TASK DETAILS | Below are entries to examine: work out how many lines contain the word "setLineDash", and give only that number.

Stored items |

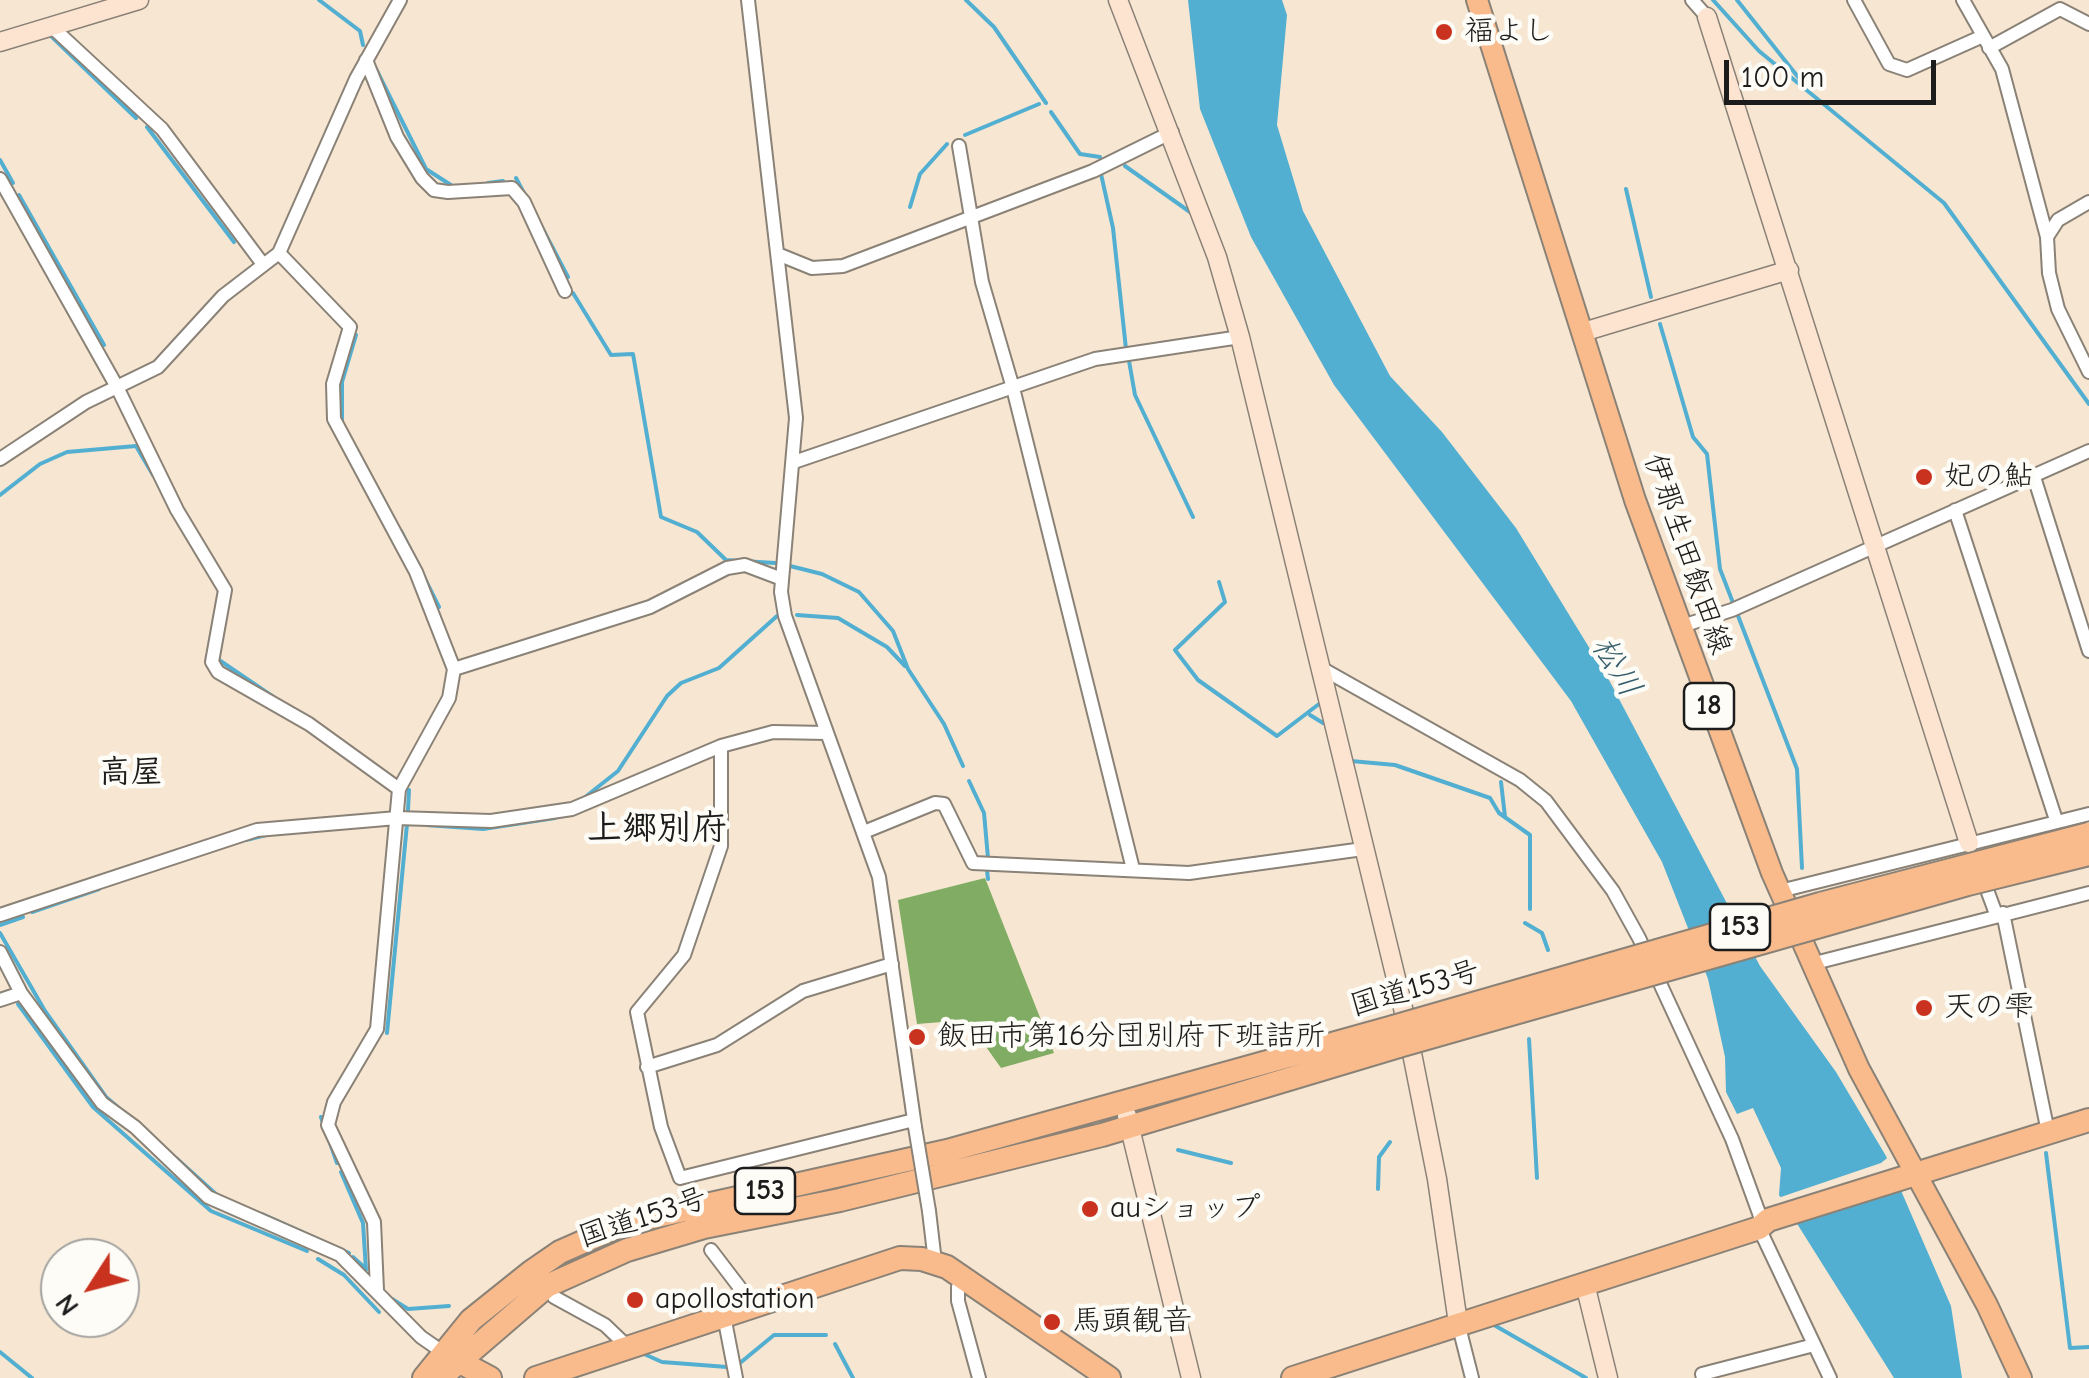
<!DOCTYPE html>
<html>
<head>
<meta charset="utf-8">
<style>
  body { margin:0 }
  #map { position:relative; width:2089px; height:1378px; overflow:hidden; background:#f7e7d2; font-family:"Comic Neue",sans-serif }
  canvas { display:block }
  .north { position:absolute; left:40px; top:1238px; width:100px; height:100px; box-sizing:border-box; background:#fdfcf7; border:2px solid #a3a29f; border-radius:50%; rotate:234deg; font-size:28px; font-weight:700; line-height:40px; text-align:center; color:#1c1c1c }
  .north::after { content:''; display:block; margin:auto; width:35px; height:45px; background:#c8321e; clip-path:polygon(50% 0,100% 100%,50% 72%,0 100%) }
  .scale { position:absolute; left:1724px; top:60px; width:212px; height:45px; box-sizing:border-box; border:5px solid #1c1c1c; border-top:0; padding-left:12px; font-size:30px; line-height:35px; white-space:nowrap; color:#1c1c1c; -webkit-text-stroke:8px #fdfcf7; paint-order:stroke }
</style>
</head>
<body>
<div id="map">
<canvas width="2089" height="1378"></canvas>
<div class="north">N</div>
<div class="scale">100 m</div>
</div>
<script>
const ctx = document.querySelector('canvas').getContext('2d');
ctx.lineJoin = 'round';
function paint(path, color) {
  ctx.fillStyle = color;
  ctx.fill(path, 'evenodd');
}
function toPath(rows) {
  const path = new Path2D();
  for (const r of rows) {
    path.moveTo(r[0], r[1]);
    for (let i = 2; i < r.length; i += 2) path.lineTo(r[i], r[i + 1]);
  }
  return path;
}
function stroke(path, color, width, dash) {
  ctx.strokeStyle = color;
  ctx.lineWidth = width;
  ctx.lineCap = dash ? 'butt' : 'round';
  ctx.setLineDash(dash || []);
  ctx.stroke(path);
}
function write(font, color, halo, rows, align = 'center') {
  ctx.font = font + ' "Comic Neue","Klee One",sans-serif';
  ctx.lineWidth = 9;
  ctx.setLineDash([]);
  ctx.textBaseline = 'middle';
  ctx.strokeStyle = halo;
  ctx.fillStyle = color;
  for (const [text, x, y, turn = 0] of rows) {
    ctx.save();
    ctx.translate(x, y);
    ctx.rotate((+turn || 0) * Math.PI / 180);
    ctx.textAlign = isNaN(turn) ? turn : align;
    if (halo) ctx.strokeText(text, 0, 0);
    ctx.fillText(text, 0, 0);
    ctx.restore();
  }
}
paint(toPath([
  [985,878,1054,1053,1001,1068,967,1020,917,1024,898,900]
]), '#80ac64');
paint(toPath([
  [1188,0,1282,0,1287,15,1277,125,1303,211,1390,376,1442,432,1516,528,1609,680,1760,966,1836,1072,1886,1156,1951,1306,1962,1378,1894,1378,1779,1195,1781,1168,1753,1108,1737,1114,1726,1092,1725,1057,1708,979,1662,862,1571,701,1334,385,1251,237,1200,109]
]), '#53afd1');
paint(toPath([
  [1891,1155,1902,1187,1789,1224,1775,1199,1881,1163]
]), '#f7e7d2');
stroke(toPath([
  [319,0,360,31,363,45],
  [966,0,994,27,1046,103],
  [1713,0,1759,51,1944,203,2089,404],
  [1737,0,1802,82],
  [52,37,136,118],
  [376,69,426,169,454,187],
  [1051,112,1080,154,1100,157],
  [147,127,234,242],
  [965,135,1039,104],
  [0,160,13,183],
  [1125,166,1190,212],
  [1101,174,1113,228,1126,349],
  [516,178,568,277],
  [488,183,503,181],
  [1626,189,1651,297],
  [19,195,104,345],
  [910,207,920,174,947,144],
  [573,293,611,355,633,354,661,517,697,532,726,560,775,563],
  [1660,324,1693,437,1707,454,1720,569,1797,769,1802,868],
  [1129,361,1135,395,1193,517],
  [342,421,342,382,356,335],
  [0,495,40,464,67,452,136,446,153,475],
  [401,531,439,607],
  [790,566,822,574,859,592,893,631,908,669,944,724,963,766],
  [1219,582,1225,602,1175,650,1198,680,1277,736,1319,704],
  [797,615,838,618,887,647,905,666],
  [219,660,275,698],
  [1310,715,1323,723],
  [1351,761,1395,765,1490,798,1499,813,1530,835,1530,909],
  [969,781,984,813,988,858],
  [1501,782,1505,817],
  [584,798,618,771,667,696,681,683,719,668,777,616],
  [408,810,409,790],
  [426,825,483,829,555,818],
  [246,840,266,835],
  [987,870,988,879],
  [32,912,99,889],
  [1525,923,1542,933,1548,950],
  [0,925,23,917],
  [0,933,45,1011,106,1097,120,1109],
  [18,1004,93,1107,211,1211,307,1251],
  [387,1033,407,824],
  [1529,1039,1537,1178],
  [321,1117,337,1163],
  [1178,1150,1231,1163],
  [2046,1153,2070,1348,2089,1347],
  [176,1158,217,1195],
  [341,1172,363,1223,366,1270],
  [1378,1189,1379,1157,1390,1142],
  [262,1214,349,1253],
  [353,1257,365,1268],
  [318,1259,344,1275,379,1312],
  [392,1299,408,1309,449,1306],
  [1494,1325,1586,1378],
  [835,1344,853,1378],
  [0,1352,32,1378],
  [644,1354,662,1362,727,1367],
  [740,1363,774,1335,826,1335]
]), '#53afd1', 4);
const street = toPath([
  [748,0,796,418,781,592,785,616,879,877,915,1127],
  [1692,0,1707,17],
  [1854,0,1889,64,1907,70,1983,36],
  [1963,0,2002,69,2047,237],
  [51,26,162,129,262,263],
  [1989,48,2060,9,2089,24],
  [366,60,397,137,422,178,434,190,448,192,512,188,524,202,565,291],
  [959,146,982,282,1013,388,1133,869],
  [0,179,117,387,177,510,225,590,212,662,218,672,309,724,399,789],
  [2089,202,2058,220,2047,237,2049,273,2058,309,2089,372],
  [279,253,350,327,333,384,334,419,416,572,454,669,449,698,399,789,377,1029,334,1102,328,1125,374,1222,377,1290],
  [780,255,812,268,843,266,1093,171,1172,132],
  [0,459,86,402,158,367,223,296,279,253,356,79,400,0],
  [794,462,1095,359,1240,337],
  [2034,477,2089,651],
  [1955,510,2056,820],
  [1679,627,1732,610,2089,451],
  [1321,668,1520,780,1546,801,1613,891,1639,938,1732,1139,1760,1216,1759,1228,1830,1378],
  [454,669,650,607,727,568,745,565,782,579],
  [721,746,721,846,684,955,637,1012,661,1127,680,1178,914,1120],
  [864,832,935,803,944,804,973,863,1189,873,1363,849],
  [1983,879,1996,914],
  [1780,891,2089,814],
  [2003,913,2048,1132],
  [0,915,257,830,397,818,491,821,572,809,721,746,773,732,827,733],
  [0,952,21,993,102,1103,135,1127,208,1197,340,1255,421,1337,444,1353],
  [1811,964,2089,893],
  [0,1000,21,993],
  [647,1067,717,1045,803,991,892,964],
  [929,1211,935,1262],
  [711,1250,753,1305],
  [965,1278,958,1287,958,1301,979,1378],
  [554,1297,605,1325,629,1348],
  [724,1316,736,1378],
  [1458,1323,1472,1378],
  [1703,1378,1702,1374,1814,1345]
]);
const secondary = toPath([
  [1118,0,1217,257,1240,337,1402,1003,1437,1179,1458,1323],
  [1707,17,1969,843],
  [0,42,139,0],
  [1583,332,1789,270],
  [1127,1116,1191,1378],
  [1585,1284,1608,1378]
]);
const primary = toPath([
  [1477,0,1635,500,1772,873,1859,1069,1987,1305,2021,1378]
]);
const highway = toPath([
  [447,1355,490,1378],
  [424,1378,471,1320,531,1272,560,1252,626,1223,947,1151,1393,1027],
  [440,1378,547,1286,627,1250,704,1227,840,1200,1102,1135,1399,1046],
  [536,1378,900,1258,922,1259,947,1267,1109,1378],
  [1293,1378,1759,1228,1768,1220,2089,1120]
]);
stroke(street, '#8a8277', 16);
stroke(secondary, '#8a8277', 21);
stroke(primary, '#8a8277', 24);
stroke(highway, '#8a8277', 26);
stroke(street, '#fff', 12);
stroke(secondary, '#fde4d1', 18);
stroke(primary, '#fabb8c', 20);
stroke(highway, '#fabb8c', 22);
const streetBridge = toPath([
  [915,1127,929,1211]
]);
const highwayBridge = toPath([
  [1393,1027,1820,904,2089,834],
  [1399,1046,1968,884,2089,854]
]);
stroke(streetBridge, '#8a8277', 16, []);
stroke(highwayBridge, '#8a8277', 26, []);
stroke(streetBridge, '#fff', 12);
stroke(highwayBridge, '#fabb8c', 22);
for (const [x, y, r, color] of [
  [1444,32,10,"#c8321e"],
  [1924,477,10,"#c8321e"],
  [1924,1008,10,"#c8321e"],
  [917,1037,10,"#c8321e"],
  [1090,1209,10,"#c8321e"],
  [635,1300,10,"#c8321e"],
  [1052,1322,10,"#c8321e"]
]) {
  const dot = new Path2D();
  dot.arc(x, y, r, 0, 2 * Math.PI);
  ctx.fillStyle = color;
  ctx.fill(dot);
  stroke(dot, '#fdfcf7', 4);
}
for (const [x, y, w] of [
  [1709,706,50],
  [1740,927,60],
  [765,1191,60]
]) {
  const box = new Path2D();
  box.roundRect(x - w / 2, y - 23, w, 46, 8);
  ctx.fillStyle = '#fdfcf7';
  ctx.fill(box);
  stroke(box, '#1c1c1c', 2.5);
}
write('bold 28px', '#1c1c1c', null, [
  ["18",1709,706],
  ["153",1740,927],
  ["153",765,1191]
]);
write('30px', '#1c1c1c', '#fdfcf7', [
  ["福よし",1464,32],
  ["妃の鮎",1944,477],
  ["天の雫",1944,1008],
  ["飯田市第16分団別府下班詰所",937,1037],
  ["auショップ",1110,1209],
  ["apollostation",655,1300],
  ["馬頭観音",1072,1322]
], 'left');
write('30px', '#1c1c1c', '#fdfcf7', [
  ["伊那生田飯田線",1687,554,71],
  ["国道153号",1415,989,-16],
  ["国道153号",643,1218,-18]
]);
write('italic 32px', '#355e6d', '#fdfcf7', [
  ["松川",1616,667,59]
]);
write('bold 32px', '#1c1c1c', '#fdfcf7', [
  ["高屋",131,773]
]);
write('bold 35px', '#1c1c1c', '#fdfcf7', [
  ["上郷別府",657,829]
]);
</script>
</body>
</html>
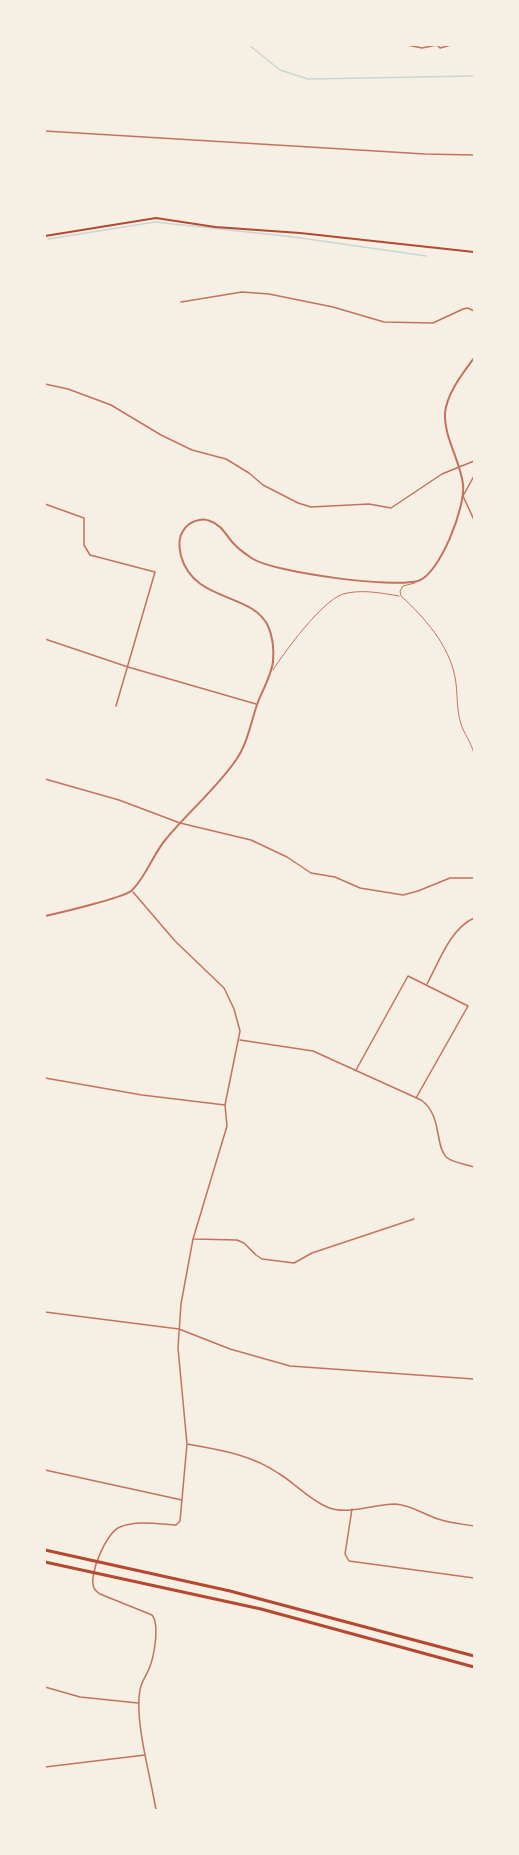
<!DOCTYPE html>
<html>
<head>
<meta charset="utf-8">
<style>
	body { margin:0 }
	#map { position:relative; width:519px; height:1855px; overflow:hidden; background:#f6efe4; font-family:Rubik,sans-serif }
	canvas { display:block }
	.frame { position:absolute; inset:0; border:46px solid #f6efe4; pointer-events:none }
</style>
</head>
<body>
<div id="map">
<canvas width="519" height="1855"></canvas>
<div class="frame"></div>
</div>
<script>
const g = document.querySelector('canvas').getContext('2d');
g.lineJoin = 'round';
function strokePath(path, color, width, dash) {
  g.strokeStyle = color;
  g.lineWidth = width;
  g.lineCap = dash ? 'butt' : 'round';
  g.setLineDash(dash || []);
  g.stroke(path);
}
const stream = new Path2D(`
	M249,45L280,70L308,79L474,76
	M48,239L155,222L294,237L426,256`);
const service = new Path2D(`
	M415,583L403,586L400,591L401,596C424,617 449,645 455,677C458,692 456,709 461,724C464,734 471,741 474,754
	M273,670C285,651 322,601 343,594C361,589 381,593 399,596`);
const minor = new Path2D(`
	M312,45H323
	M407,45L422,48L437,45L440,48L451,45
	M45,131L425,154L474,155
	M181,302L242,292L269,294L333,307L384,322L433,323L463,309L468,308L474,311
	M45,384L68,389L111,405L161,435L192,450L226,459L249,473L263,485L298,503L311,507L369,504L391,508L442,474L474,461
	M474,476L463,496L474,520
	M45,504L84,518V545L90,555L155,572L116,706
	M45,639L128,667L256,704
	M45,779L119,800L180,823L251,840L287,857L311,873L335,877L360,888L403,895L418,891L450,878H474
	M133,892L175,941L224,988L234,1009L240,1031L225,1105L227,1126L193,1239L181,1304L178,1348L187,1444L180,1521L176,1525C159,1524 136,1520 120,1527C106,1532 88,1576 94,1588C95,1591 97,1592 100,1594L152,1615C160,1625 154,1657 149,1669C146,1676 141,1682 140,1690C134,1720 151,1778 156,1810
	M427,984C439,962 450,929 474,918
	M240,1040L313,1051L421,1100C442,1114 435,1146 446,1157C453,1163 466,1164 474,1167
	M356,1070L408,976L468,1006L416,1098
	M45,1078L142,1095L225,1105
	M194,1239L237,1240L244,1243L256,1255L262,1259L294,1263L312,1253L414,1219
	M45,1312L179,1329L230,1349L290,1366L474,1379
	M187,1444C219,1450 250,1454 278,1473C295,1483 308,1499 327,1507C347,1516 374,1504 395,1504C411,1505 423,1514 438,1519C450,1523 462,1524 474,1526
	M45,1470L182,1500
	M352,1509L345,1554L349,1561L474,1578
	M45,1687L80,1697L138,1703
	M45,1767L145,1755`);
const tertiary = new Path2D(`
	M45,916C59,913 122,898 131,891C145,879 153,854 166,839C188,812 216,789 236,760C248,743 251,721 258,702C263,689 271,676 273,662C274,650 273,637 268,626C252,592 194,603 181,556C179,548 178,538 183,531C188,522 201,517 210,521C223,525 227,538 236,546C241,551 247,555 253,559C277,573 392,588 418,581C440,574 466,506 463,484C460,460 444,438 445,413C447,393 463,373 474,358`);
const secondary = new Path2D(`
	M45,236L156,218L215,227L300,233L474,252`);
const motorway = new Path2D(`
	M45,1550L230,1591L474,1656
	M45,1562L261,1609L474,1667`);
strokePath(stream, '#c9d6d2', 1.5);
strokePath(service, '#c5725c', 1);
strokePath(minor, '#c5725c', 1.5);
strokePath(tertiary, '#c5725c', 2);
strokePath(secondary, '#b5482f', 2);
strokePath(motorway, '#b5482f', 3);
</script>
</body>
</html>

ANSWER TO THE EXERCISE | 3